_Task details_
Everything from the first line of the entries through the line containing "position:absolute; left:24px; top:1168px;" is to be retyped exactly, and nothing beyond it.

----

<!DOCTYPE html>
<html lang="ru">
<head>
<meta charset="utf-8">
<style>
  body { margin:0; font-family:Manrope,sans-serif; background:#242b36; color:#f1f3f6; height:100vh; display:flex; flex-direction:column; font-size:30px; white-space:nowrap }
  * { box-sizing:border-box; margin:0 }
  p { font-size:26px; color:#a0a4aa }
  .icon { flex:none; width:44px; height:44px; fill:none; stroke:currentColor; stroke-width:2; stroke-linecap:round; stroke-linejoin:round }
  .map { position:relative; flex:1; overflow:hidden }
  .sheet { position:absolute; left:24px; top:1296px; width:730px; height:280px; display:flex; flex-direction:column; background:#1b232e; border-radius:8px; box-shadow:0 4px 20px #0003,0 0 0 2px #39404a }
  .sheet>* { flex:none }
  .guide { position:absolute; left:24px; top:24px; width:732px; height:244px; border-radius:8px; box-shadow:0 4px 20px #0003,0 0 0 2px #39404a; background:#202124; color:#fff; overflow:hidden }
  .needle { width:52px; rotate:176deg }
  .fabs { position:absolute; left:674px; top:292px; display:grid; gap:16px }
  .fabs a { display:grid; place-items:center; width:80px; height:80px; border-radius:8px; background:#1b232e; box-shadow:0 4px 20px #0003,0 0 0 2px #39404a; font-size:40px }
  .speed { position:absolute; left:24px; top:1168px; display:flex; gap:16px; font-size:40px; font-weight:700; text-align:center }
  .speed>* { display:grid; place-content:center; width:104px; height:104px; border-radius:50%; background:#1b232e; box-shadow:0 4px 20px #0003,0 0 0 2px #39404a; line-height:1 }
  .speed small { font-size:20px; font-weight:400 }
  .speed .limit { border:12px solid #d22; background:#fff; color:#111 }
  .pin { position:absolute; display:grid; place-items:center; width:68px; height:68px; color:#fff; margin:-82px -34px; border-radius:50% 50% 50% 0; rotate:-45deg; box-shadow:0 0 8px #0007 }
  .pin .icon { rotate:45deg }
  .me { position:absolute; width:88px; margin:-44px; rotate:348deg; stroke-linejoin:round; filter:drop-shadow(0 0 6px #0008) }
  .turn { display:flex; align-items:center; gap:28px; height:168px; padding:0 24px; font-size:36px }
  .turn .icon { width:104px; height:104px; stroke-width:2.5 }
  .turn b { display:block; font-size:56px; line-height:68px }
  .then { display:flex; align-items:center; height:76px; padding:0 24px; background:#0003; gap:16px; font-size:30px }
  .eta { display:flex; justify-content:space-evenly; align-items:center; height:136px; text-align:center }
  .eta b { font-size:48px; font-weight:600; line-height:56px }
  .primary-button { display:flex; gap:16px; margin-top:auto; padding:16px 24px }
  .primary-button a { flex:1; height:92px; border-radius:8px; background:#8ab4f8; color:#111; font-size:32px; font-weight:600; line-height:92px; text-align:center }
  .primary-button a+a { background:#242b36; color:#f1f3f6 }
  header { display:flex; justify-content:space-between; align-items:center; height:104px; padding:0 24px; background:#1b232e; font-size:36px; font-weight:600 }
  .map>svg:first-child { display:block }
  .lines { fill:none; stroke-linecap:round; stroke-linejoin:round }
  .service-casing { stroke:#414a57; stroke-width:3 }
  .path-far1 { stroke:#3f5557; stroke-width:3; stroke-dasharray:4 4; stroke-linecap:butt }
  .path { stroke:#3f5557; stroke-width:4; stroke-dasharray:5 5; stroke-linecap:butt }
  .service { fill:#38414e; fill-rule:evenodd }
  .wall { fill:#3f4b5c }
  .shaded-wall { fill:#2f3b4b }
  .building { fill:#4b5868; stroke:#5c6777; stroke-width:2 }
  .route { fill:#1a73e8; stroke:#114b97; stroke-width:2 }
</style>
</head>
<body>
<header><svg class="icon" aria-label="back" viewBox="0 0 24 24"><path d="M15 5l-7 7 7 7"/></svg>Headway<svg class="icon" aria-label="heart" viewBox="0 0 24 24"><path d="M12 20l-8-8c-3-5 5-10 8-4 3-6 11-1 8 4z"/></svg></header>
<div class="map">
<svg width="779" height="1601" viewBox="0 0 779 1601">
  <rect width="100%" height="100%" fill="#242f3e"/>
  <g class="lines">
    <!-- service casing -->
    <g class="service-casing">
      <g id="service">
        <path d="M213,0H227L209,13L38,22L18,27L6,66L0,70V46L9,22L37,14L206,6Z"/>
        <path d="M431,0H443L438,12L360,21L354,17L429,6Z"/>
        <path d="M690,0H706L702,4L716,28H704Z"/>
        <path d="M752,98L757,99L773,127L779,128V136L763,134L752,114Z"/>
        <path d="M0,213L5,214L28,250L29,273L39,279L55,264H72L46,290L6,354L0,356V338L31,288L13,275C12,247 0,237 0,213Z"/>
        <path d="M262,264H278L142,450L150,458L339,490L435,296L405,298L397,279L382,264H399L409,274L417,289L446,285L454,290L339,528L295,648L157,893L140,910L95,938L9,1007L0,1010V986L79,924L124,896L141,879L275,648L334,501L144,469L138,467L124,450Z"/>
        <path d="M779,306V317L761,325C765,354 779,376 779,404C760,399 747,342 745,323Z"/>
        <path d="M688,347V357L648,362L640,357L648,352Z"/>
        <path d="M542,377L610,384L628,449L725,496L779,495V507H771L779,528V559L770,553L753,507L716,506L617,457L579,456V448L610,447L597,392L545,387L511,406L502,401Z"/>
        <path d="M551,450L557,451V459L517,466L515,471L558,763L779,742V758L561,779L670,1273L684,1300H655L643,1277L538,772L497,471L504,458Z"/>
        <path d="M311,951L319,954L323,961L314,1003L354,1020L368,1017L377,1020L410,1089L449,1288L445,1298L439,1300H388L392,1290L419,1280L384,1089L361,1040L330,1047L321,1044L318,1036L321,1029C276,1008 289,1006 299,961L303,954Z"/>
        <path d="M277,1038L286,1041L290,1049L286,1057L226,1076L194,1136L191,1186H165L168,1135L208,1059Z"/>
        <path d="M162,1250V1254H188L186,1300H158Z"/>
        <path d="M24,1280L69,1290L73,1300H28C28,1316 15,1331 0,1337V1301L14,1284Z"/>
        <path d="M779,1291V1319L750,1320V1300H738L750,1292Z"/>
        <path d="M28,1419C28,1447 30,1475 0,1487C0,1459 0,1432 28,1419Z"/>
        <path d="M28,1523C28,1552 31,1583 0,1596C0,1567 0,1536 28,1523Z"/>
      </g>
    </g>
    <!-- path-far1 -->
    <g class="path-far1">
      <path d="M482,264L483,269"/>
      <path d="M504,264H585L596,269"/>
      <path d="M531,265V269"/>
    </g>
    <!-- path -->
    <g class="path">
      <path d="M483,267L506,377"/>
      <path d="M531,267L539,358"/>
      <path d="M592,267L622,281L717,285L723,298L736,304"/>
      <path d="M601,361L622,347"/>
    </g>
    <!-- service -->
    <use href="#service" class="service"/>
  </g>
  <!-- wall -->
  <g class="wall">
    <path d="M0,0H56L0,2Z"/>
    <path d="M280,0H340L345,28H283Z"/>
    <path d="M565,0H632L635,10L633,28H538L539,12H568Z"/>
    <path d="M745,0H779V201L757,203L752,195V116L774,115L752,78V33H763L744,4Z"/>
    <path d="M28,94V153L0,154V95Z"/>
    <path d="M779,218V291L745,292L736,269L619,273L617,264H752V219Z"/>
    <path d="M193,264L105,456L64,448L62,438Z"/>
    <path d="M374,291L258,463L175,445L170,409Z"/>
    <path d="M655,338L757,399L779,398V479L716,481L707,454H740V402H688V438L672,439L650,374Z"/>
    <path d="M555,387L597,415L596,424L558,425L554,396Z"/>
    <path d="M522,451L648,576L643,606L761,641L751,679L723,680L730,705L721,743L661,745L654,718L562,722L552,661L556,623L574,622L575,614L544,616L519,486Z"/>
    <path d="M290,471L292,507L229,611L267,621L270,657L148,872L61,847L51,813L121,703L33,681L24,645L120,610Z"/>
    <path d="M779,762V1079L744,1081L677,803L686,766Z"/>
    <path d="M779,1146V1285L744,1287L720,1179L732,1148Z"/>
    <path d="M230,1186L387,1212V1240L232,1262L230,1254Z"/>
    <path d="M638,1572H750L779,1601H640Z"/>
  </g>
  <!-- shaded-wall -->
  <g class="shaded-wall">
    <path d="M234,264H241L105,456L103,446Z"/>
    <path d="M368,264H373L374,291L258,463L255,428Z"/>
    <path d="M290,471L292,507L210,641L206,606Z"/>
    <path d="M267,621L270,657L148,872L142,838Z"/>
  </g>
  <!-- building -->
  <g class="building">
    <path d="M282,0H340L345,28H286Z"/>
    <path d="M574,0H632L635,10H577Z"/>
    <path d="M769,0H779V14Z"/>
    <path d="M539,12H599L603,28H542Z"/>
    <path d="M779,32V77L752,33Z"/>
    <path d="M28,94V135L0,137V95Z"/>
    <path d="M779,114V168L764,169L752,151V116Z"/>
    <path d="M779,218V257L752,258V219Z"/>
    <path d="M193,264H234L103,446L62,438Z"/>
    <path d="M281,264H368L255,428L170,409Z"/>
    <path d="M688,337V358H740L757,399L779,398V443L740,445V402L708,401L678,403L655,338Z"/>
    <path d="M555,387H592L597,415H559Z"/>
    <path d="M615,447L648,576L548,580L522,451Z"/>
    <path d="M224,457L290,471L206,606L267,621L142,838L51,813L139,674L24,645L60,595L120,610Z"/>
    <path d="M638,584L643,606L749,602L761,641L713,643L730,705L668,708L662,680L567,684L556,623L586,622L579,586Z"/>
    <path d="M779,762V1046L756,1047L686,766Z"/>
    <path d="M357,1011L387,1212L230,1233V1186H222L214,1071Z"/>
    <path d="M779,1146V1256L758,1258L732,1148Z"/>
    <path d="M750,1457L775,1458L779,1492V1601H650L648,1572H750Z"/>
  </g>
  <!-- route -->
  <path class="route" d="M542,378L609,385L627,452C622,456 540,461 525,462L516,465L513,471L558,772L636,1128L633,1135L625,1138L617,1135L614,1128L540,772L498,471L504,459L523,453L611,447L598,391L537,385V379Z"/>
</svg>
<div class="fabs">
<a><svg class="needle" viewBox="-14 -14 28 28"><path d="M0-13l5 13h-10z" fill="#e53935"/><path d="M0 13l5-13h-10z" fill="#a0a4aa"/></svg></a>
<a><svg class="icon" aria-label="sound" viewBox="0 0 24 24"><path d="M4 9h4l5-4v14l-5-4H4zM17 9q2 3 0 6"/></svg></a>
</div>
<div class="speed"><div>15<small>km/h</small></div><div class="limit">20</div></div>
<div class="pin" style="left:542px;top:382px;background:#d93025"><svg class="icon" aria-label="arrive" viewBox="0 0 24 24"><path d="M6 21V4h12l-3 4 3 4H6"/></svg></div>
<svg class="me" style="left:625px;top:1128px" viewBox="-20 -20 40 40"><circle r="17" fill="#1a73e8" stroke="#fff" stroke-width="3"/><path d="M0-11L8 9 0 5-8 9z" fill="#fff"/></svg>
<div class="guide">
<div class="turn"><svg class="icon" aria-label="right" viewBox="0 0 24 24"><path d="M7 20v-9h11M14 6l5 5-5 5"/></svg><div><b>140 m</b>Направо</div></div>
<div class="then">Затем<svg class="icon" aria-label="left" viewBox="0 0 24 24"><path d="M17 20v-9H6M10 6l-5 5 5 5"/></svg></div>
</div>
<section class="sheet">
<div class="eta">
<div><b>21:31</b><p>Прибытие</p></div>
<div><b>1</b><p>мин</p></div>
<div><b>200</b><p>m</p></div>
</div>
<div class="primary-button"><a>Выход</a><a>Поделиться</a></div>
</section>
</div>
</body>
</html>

----

_Answer_
<!DOCTYPE html>
<html lang="ru">
<head>
<meta charset="utf-8">
<style>
  body { margin:0; font-family:Manrope,sans-serif; background:#242b36; color:#f1f3f6; height:100vh; display:flex; flex-direction:column; font-size:30px; white-space:nowrap }
  * { box-sizing:border-box; margin:0 }
  p { font-size:26px; color:#a0a4aa }
  .icon { flex:none; width:44px; height:44px; fill:none; stroke:currentColor; stroke-width:2; stroke-linecap:round; stroke-linejoin:round }
  .map { position:relative; flex:1; overflow:hidden }
  .sheet { position:absolute; left:24px; top:1296px; width:730px; height:280px; display:flex; flex-direction:column; background:#1b232e; border-radius:8px; box-shadow:0 4px 20px #0003,0 0 0 2px #39404a }
  .sheet>* { flex:none }
  .guide { position:absolute; left:24px; top:24px; width:732px; height:244px; border-radius:8px; box-shadow:0 4px 20px #0003,0 0 0 2px #39404a; background:#202124; color:#fff; overflow:hidden }
  .needle { width:52px; rotate:176deg }
  .fabs { position:absolute; left:674px; top:292px; display:grid; gap:16px }
  .fabs a { display:grid; place-items:center; width:80px; height:80px; border-radius:8px; background:#1b232e; box-shadow:0 4px 20px #0003,0 0 0 2px #39404a; font-size:40px }
  .speed { position:absolute; left:24px; top:1168px; display:flex; gap:16px; font-size:40px; font-weight:700; text-align:center }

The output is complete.